Random Intercept Random Slope (Random Coefficients Model)
This model contains a random intercept at the individual level & a predictor that is allowed to vary between groups (i.e., Providers). In other words, the effect of BMI on bloodsugar is allowed to vary between Providers. In order to estimate this model, the ‘1’ that indicates the intercept in the random part of the model specification is replaced by the variable (i.e., BMI) of which we want the effect to vary between the groups (i.e., Providers).
mod.2<-lmer(bloodsugar ~ BMI + (BMI | Provider), data=dat, REML=F)
summary(mod.2)
## Linear mixed model fit by maximum likelihood ['lmerMod']
## Formula: bloodsugar ~ BMI + (BMI | Provider)
## Data: dat
##
## AIC BIC logLik deviance df.resid
## 3343.5 3372.9 -1665.7 3331.5 994
##
## Scaled residuals:
## Min 1Q Median 3Q Max
## -2.5399 -0.6434 -0.0006 0.6694 3.2168
##
## Random effects:
## Groups Name Variance Std.Dev. Corr
## Provider (Intercept) 3.1346 1.770
## BMI 0.8046 0.897 0.88
## Residual 1.0308 1.015
## Number of obs: 1000, groups: Provider, 110
##
## Fixed effects:
## Estimate Std. Error t value
## (Intercept) 1.4311 0.1726 8.292
## BMI 0.7596 0.0934 8.133
##
## Correlation of Fixed Effects:
## (Intr)
## BMI 0.791Same Model from Above, Just With Grand Mean Centering of the Predictor:
modcenter.2<-lmer(bloodsugar ~ scale(BMI, center=T) + (BMI | Provider), data=dat, REML=F)
summary(modcenter.2)
## Linear mixed model fit by maximum likelihood ['lmerMod']
## Formula: bloodsugar ~ scale(BMI, center = T) + (BMI | Provider)
## Data: dat
##
## AIC BIC logLik deviance df.resid
## 3343.5 3372.9 -1665.7 3331.5 994
##
## Scaled residuals:
## Min 1Q Median 3Q Max
## -2.5399 -0.6434 -0.0006 0.6694 3.2168
##
## Random effects:
## Groups Name Variance Std.Dev.

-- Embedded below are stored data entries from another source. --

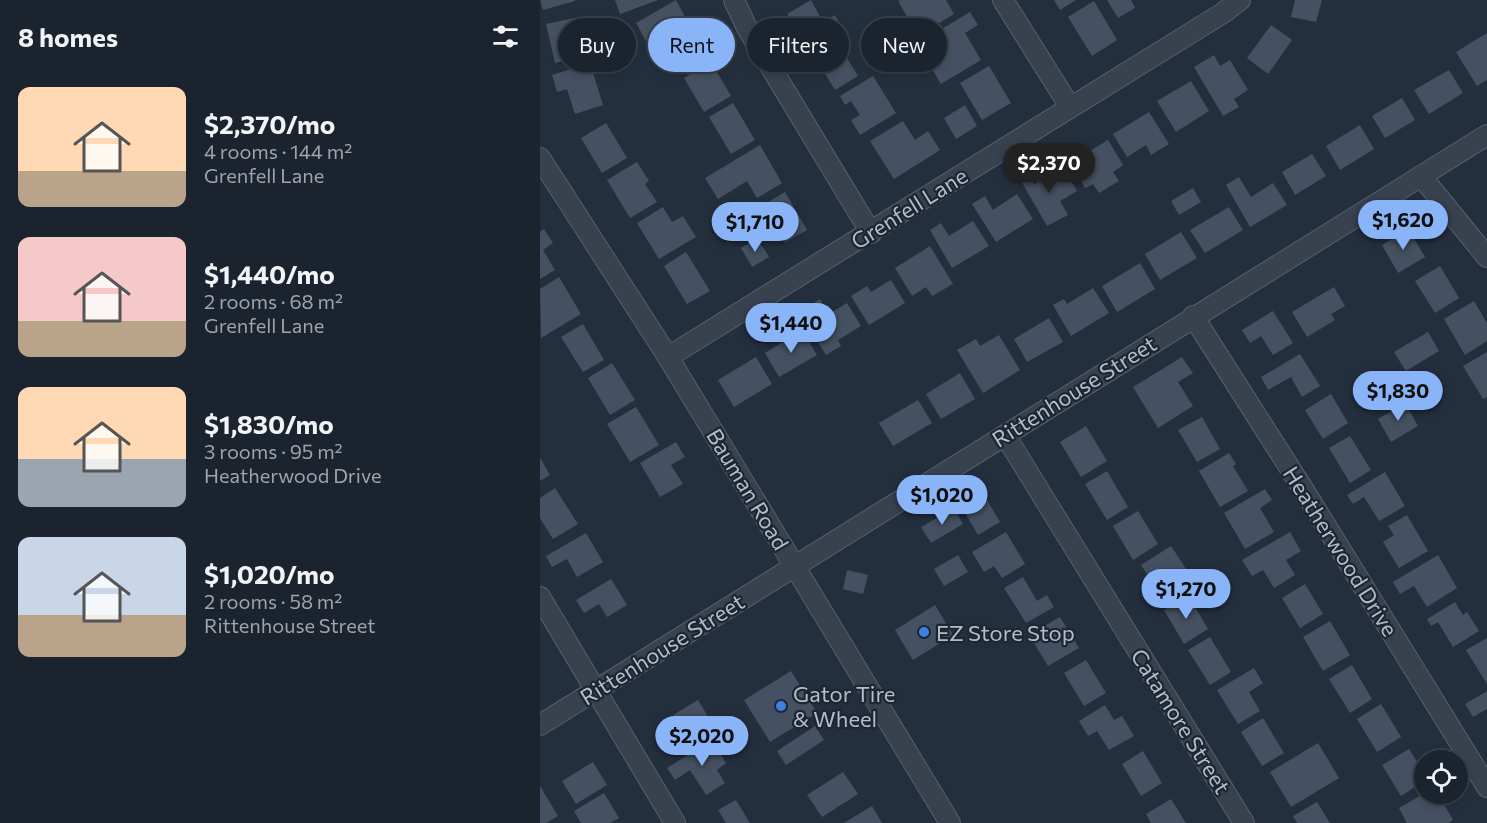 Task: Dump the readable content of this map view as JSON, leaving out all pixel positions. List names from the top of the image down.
{
  "streets": {
    "street": [
      "Grenfell Lane",
      "Rittenhouse Street",
      "Bauman Road",
      "Heatherwood Drive",
      "Catamore Street"
    ]
  },
  "crossings": [
    ["Grenfell Lane", "Bauman Road"],
    ["Rittenhouse Street", "Bauman Road"],
    ["Rittenhouse Street", "Heatherwood Drive"],
    ["Rittenhouse Street", "Catamore Street"]
  ],
  "places": ["EZ Store Stop", "Gator Tire & Wheel"],
  "page": {
    "heading": "8 homes",
    "chip": [
      "Buy",
      "Rent",
      "Filters",
      "New"
    ],
    "list": [
      {
        "name": "$2,370/mo",
        "note": "4 rooms · 144 m² · Grenfell Lane"
      },
      {
        "name": "$1,440/mo",
        "note": "2 rooms · 68 m² · Grenfell Lane"
      },
      {
        "name": "$1,830/mo",
        "note": "3 rooms · 95 m² · Heatherwood Drive"
      },
      {
        "name": "$1,020/mo",
        "note": "2 rooms · 58 m² · Rittenhouse Street"
      }
    ],
    "price": [
      "$2,370",
      "$1,620",
      "$1,710",
      "$1,440",
      "$1,830",
      "$1,020",
      "$1,270",
      "$2,020"
    ]
  }
} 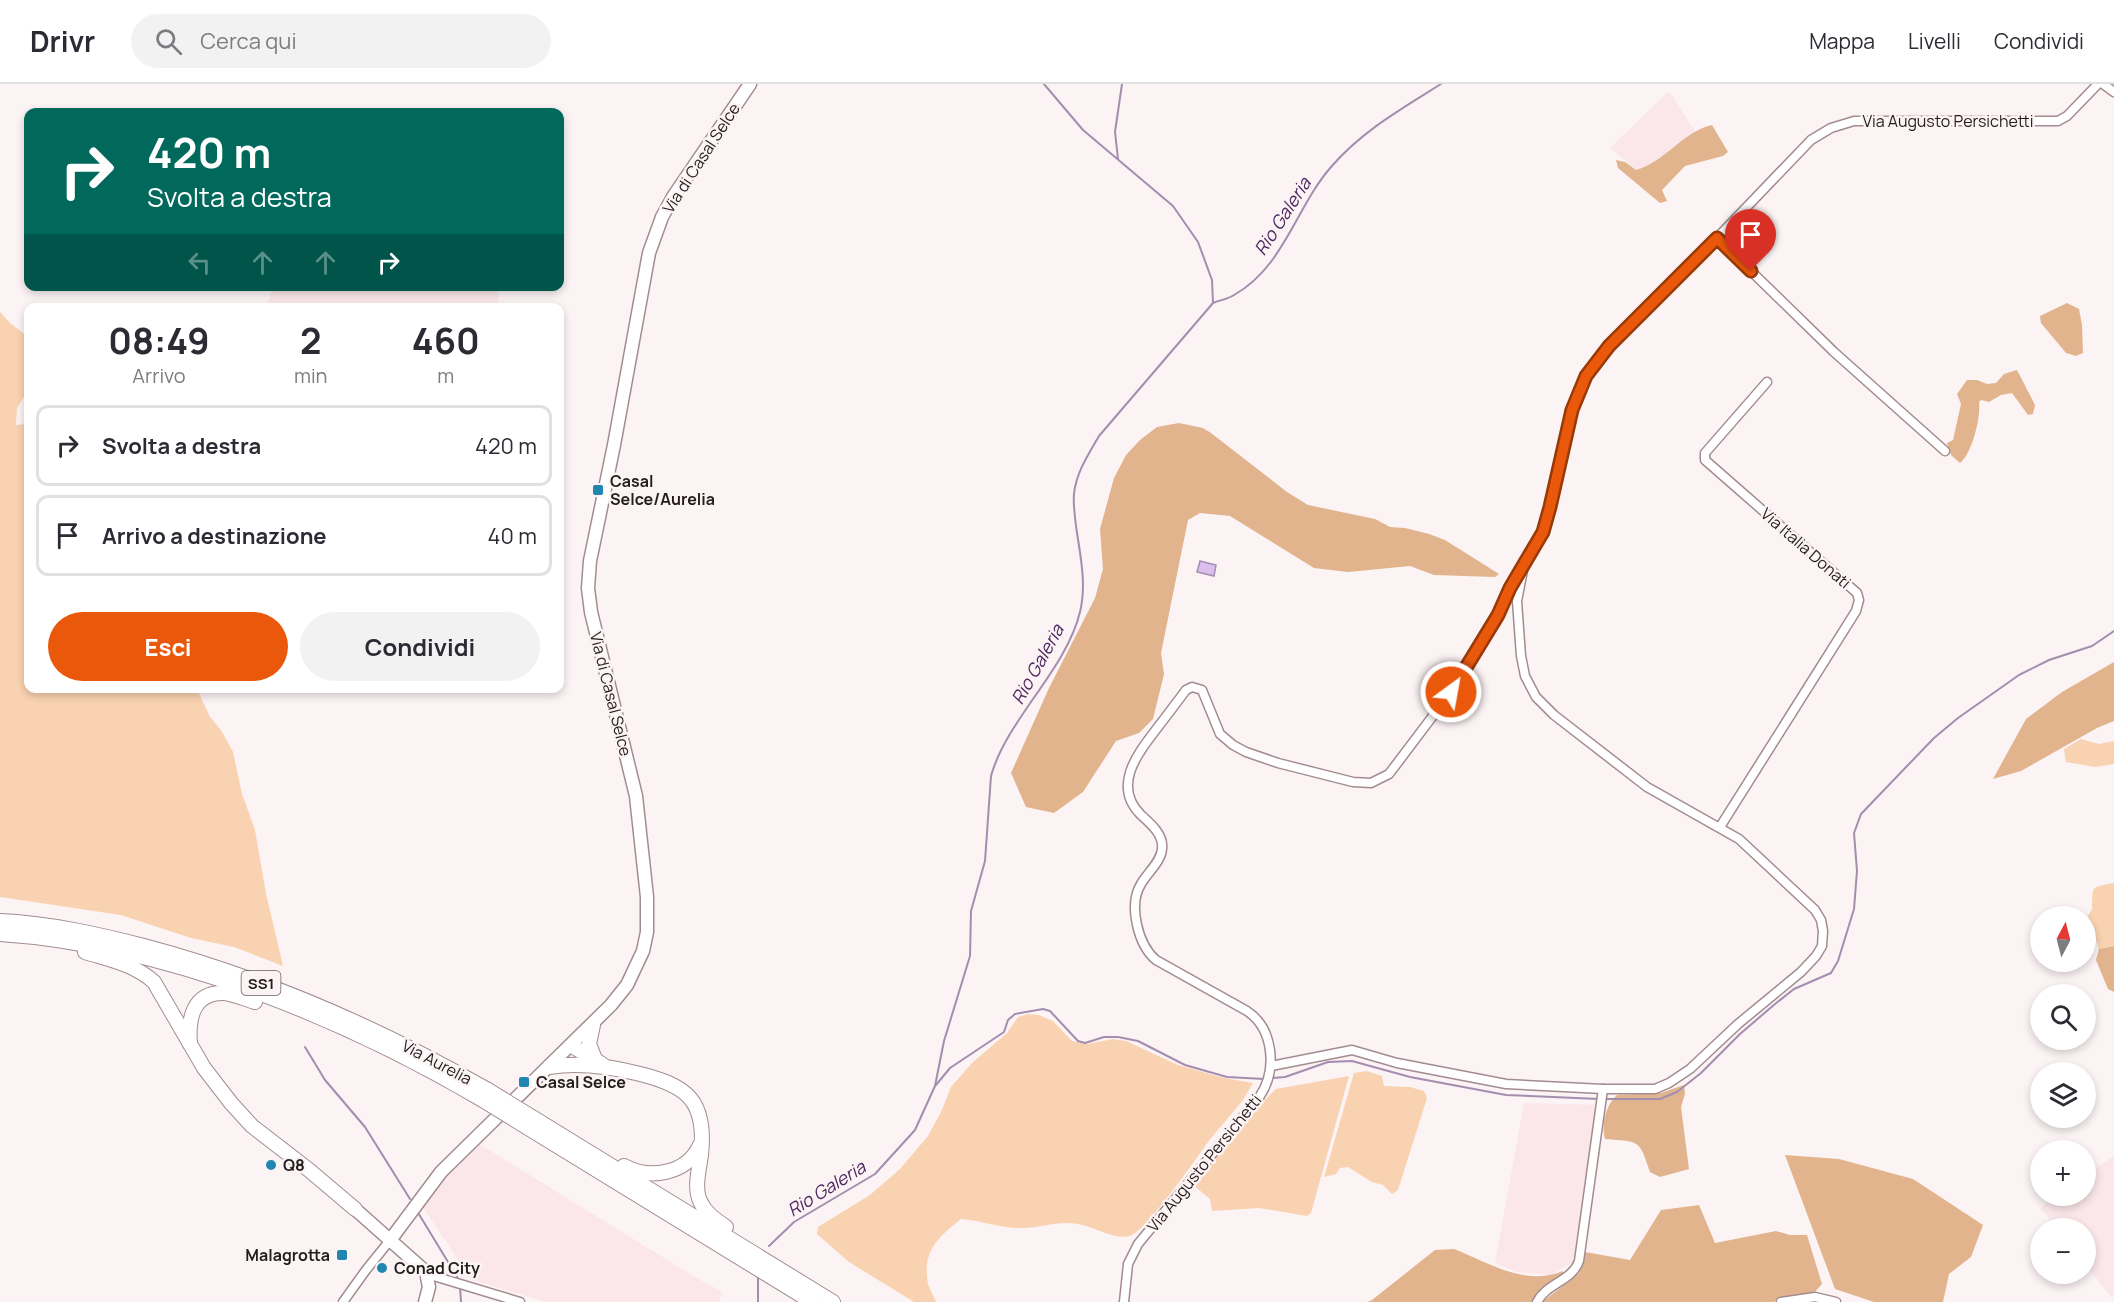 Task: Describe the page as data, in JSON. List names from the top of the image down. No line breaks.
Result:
{"streets":{"highway":["SS1","Via Aurelia"],"main road":["Via di Casal Selce"],"street":["Via Augusto Persichetti","Via Italia Donati"]},"water":["Rio Galeria"],"places":{"transit":["Casal Selce/Aurelia","Casal Selce","Malagrotta"],"other":["Q8","Conad City"]},"north":"top","page":{"header":"Drivr","search":"Cerca qui","nav":["Mappa","Livelli","Condividi"],"turn":["420 m","Svolta a destra"],"eta":["08:49","Arrivo","2","min","460","m"],"list":[{"name":"Svolta a destra","value":"420 m"},{"name":"Arrivo a destinazione","value":"40 m"}],"buttons":["Esci","Condividi"],"map_buttons":["+","−"]}} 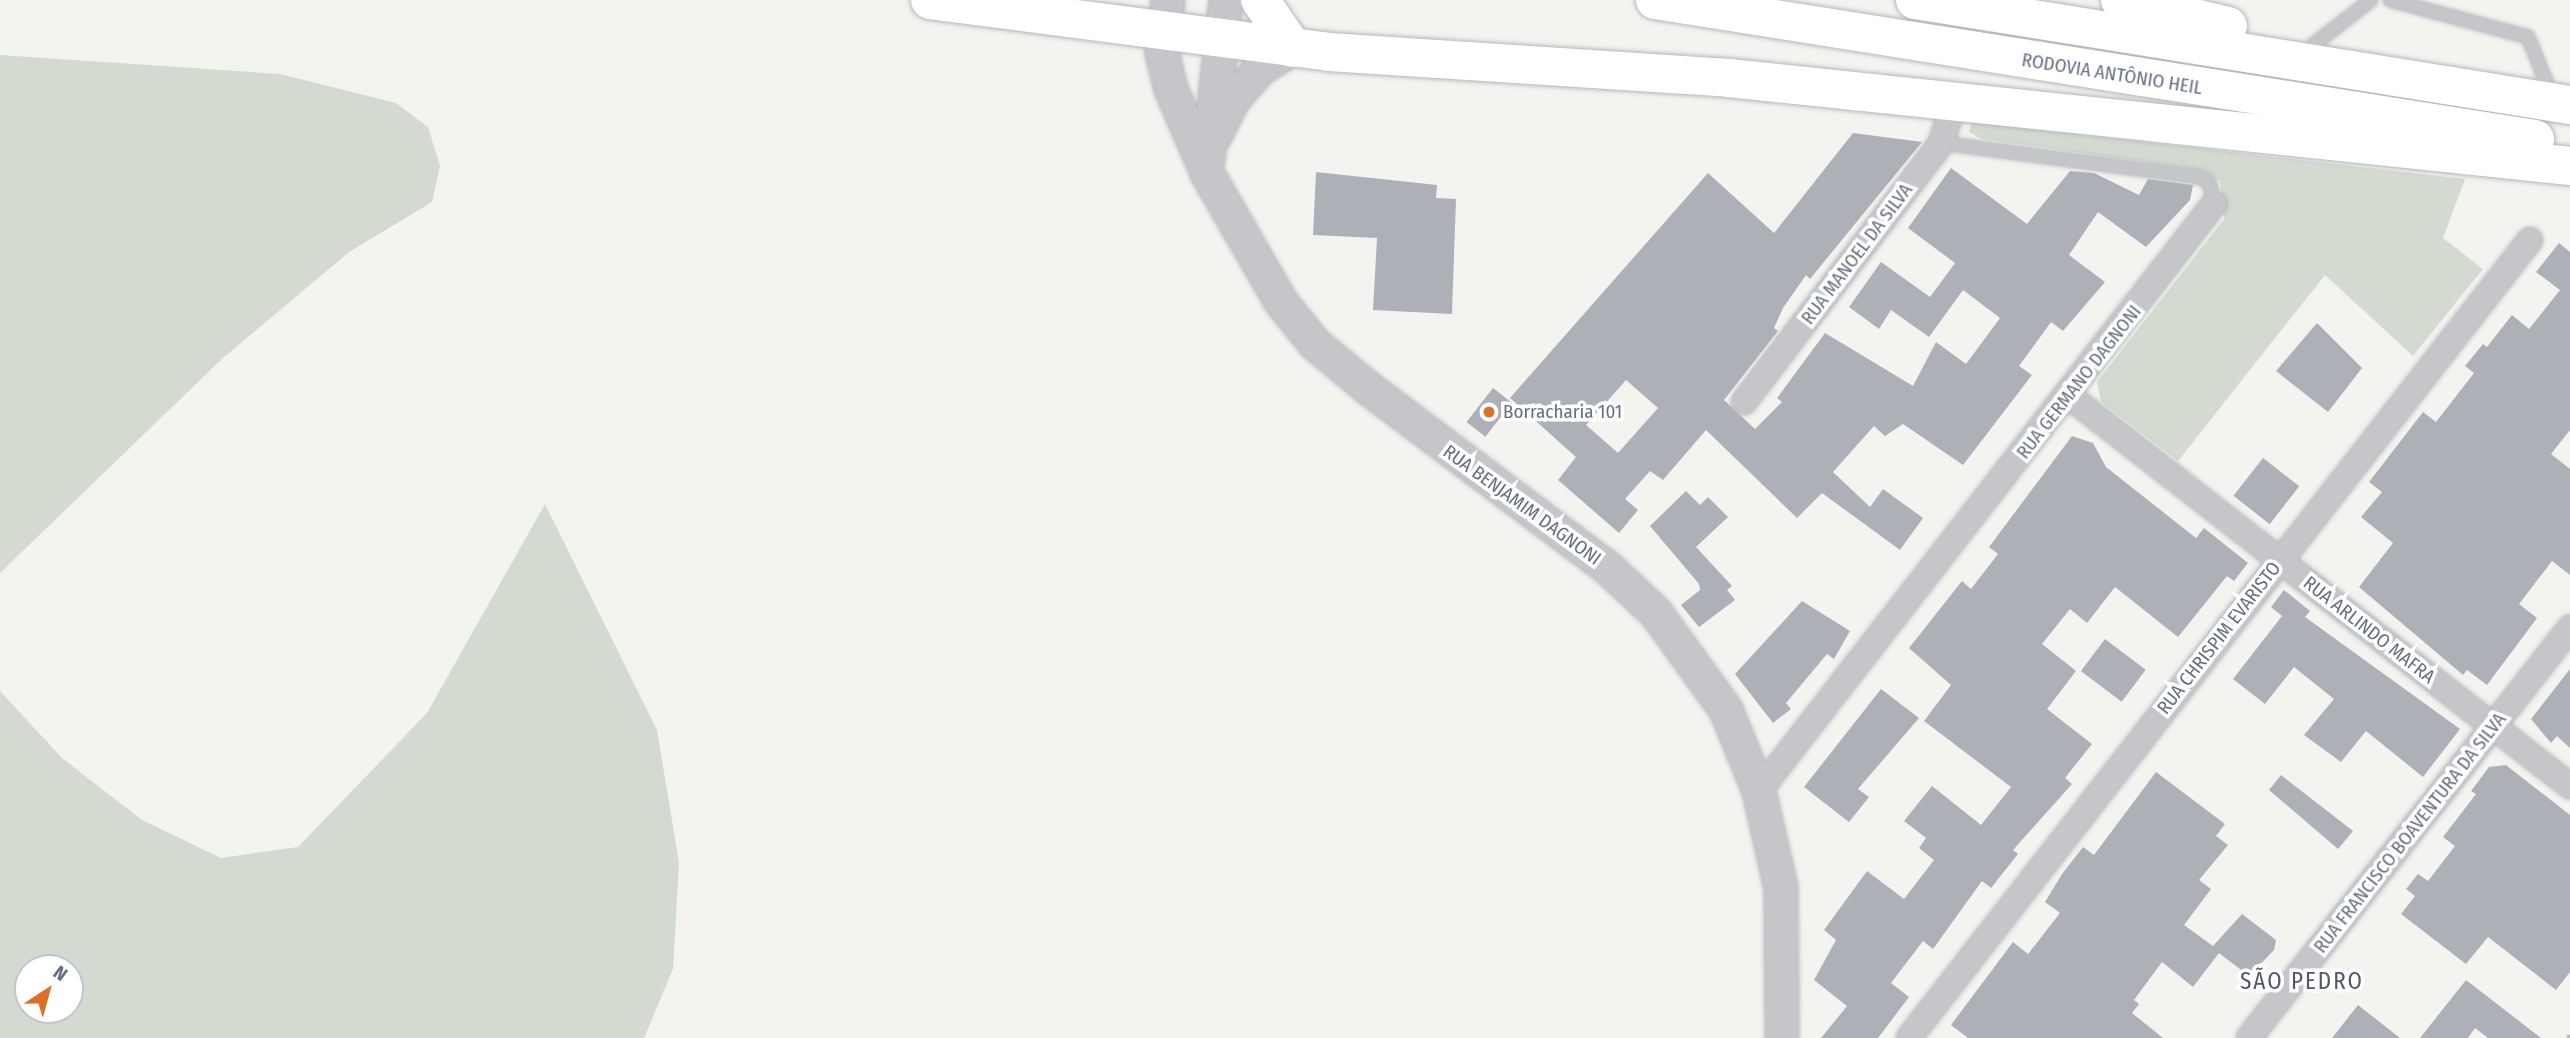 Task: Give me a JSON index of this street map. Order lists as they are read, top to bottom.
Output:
{
  "streets": {
    "main road": ["RODOVIA ANTÔNIO HEIL"],
    "street": [
      "RUA MANOEL DA SILVA",
      "RUA GERMANO DAGNONI",
      "RUA BENJAMIM DAGNONI",
      "RUA ARLINDO MAFRA",
      "RUA CHRISPIM EVARISTO",
      "RUA FRANCISCO BOAVENTURA DA SILVA"
    ]
  },
  "crossings": [
    ["RUA MANOEL DA SILVA", "RUA GERMANO DAGNONI"],
    ["RUA GERMANO DAGNONI", "RUA BENJAMIM DAGNONI"],
    ["RUA GERMANO DAGNONI", "RUA ARLINDO MAFRA"],
    ["RUA ARLINDO MAFRA", "RUA CHRISPIM EVARISTO"],
    ["RUA ARLINDO MAFRA", "RUA FRANCISCO BOAVENTURA DA SILVA"]
  ],
  "districts": ["SÃO PEDRO"],
  "places": ["Borracharia 101"],
  "north": "top right"
} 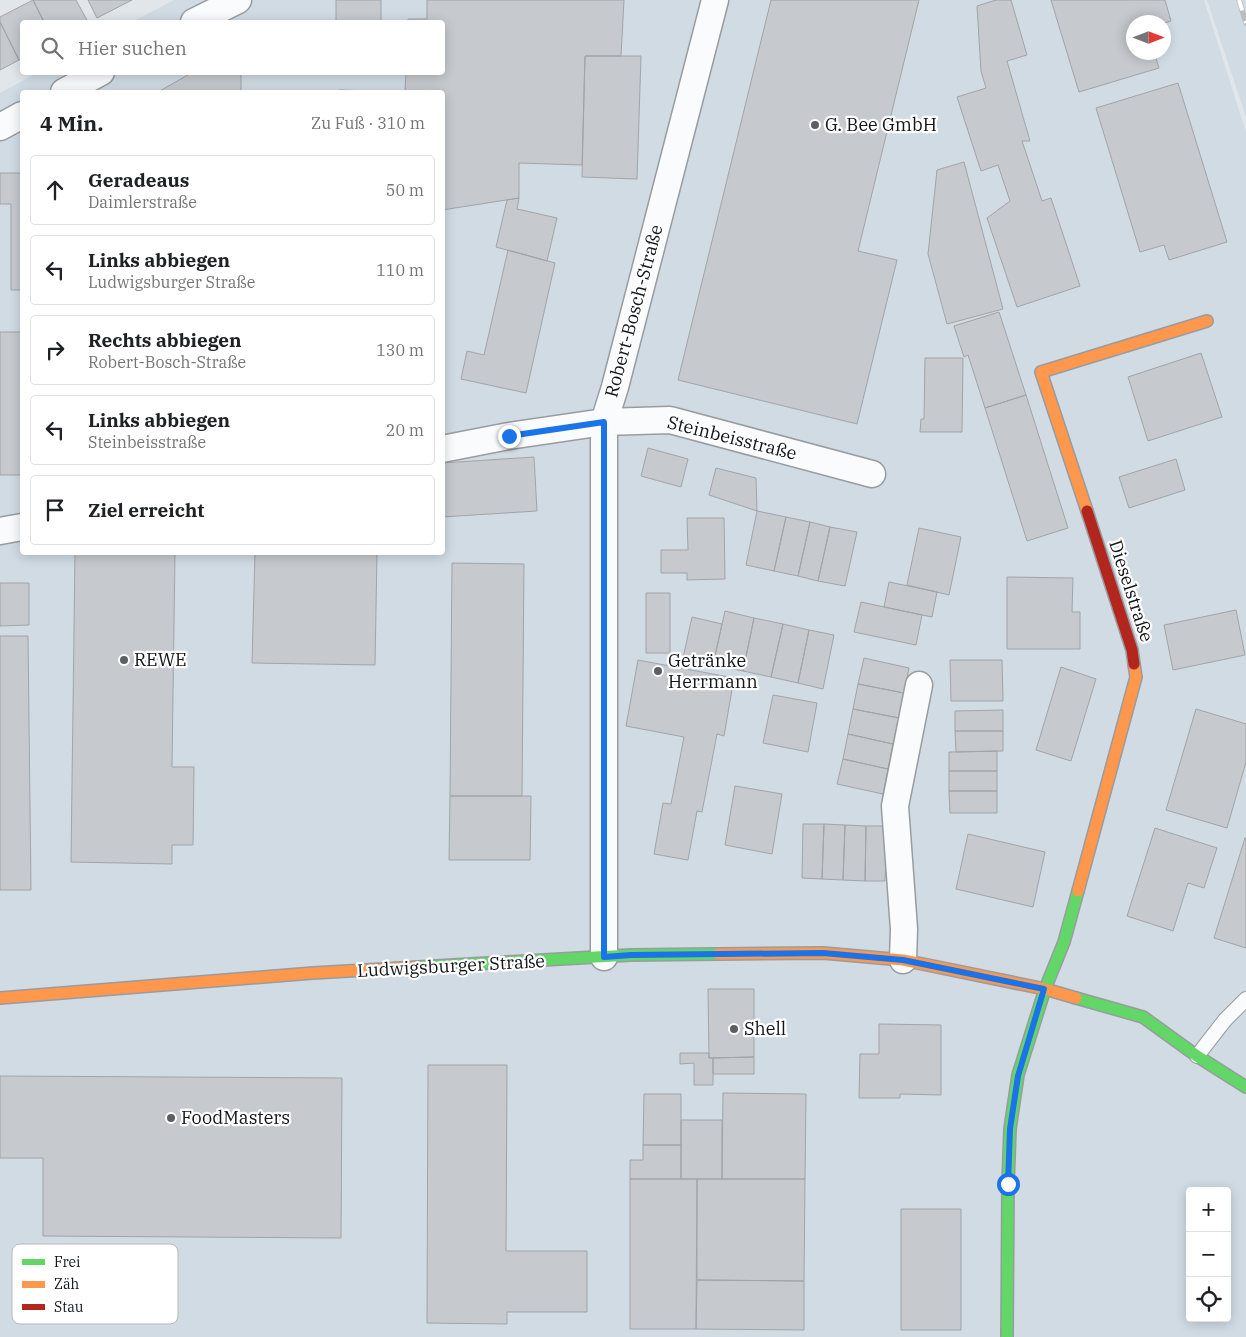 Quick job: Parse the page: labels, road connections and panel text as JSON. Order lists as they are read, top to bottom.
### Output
{
  "streets": {
    "main road": ["Dieselstraße", "Ludwigsburger Straße"],
    "street": ["Robert-Bosch-Straße", "Steinbeisstraße"]
  },
  "crossings": [
    ["Robert-Bosch-Straße", "Steinbeisstraße"],
    ["Robert-Bosch-Straße", "Ludwigsburger Straße"],
    ["Dieselstraße", "Ludwigsburger Straße"]
  ],
  "places": [
    "G. Bee GmbH",
    "REWE",
    "Getränke Herrmann",
    "Shell",
    "FoodMasters"
  ],
  "legend": ["Frei", "Zäh", "Stau"],
  "north": "right",
  "page": {
    "search": "Hier suchen",
    "heading": ["4 Min.", "Zu Fuß · 310 m"],
    "list": [
      ["Geradeaus", "Daimlerstraße", "50 m"],
      ["Links abbiegen", "Ludwigsburger Straße", "110 m"],
      ["Rechts abbiegen", "Robert-Bosch-Straße", "130 m"],
      ["Links abbiegen", "Steinbeisstraße", "20 m"],
      "Ziel erreicht"
    ],
    "map_buttons": ["+", "−"]
  }
}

Corr
## Provider (Intercept) 3.1346 1.770
## BMI 0.8046 0.897 0.88
## Residual 1.0308 1.015
## Number of obs: 1000, groups: Provider, 110
##
## Fixed effects:
## Estimate Std. Error t value
## (Intercept) 1.4520 0.1746 8.315
## scale(BMI, center = T) 0.7759 0.0954 8.133
##
## Correlation of Fixed Effects:
## (Intr)
## sc(BMI,c=T) 0.797Results
-The grand mean (again) is 1.452.
-The grand slope across Providers is 0.776. This means that a one unit increase in the level-1 predictor, BMI, increases bloodsugar by 0.776.
-The Provider random slope variance around the grand slope (how much Providers vary from each other) is 0.805.
-The variance of the random intercept between providers around the grand intercept is 3.135.
- This suggests that there is much more variation around the intercepts (means) of the Providers compared to the variance of the Providers around the grand slope.
Compare Models
Out of the three models we selected, which one is the best? One way of evaluating this is through the -2LL statistic (often called the deviance) is an indicator of how much unexplained information there is after the model has been fitted, with large values of -2LL indicating poorly fitting models. We can obtain this statistic using the familiar ‘anova’ command with our 3 fitted models.
## Data: dat
## Models:
## uncon: bloodsugar ~ 1 + (1 | Provider)
## modcenter.1: bloodsugar ~ scale(BMI, center = T) + (1 | Provider)
## modcenter.2: bloodsugar ~ scale(BMI, center = T) + (BMI | Provider)
## Df AIC BIC logLik deviance Chisq Chi Df Pr(>Chisq)
## uncon 3 3951.4 3966.1 -1972.7 3945.4
## modcenter.1 4 3777.3 3796.9 -1884.6 3769.3 176.07 1 < 2.2e-16 ***
## modcenter.2 6 3343.5 3372.9 -1665.7 3331.5 437.81 2 < 2.2e-16 ***
## ---
## Signif. codes: 0 '***' 0.001 '**' 0.01 '*' 0.05 '.' 0.1 ' ' 1
Results
Our random intercept random slope model (modcenter.2) appears to fit the best based on the AIC, BIC, and deviance values.